For his celebration, J told us that he wanted to have some of his close friends at our house that evening to play video games. That’s not quite what we did, but we did have video game decorations and they had about a half hour of video games. We kept the guest list very small and most of the party was outdoors, to keep within CDC guidelines. We rented a giant waterslide, a snow cone machine and a giant Connect-4 game. (For those seeking similar ideas, AZ Party Oasis was incredible to work with, dropping off, setting up over our rocky landscape and picking up the equipment at times that accommodated our schedule.) We kept the food simple, with pizza, pasta and snacks. It was like an elaborate (for us) birthday party, which was fitting since it was J’s birthday.
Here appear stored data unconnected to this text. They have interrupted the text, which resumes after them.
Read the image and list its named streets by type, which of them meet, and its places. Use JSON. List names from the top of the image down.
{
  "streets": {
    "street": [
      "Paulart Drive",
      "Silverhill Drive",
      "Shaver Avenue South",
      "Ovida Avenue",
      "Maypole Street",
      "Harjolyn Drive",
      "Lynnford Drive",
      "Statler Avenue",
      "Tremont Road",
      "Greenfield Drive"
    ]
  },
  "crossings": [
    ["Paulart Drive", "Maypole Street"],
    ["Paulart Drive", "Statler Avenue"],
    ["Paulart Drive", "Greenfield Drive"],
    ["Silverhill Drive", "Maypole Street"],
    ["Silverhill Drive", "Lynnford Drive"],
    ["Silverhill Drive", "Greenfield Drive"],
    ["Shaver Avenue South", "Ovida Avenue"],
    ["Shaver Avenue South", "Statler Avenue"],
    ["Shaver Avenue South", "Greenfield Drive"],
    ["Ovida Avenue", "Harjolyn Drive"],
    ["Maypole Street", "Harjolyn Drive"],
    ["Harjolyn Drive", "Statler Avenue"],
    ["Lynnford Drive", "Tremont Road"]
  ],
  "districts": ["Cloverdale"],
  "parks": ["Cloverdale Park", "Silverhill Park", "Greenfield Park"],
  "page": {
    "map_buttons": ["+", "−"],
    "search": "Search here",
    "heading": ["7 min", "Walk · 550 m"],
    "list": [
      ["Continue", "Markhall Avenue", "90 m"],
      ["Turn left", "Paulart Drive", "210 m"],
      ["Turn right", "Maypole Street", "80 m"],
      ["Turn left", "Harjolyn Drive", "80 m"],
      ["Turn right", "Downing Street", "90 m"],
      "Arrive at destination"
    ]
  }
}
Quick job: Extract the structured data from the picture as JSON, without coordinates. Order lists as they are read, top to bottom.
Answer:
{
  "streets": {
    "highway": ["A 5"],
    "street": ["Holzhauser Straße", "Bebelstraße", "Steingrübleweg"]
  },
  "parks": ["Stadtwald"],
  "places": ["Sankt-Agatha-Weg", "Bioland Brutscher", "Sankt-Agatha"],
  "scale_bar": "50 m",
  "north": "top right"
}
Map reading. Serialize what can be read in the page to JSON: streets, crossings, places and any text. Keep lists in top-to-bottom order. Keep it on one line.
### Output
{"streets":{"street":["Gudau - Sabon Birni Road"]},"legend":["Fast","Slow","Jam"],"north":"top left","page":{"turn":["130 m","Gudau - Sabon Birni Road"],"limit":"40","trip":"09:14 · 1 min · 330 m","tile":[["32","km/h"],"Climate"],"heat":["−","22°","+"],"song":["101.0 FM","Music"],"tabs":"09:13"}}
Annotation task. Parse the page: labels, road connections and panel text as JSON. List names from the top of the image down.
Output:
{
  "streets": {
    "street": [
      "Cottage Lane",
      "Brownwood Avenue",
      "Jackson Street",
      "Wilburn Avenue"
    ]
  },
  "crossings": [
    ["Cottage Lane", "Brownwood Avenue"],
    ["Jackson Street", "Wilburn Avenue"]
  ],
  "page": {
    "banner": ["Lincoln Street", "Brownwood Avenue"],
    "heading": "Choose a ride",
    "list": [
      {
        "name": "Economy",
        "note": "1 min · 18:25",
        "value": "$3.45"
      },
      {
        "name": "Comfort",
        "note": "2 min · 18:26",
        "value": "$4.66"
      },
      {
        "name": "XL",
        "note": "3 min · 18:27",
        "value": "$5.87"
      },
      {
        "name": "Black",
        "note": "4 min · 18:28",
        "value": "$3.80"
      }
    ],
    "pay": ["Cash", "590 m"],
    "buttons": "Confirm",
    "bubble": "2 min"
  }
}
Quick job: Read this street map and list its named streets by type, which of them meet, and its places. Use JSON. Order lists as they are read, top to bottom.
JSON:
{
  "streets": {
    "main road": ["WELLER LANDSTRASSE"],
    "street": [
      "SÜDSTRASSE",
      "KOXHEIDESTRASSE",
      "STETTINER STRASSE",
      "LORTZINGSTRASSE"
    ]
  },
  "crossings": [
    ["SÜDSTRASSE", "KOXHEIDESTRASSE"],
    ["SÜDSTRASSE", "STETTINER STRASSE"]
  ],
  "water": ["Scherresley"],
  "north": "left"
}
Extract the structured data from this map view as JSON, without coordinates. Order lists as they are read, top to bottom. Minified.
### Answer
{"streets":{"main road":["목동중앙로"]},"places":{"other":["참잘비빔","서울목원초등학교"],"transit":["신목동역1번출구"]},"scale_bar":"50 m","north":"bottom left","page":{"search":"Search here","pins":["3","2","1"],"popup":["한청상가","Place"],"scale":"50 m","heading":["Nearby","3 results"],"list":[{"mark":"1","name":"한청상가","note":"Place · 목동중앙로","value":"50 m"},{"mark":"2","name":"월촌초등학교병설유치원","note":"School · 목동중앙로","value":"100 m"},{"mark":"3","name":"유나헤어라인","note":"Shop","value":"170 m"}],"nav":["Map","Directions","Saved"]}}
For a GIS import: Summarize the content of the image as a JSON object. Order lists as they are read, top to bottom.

Toward the end of the evening, we all gathered in the living room for birthday ice cream peanut butter pizza and a video featuring pictures of the honoree’s life. He had a great time.
Although we knew we ultimately had no control how things would develop by the time of his bar mitzvah, we did what we could to make it special for him and safe for all involved. By the following Shabbat, the synagogue went back to having take-out snacks for the Kiddush rather than a full, sit-down Kiddush because of a spike in cases of the Delta variant.
Next week the synagogue plans to hold High Holiday services in person, with masks required, as well as offer a live-streaming of the service. Last year all services were streamed from the sanctuary so that’s an improvement (though of course things could change before then).
As we have learned during the course of the pandemic, you can make plans, but when things change, you just have to go with it. We’ve tried to focus on the good elements, appreciating the time spent with family, friends and community as we moved forward with plans and hoped for the best.
We are so appreciative of the support from family, friends, clergy and the synagogue board and community for making it such a special time and for helping us keep guests as safe as possible. We also in awe of the generosity of all of those who donated school uniforms and funds to purchase school uniforms for Jadon’s bar mitzvah project.
Several other families at our synagogue are planning a bar or bat mitzvah in the next few months and we look forward to celebrating these milestones, as well!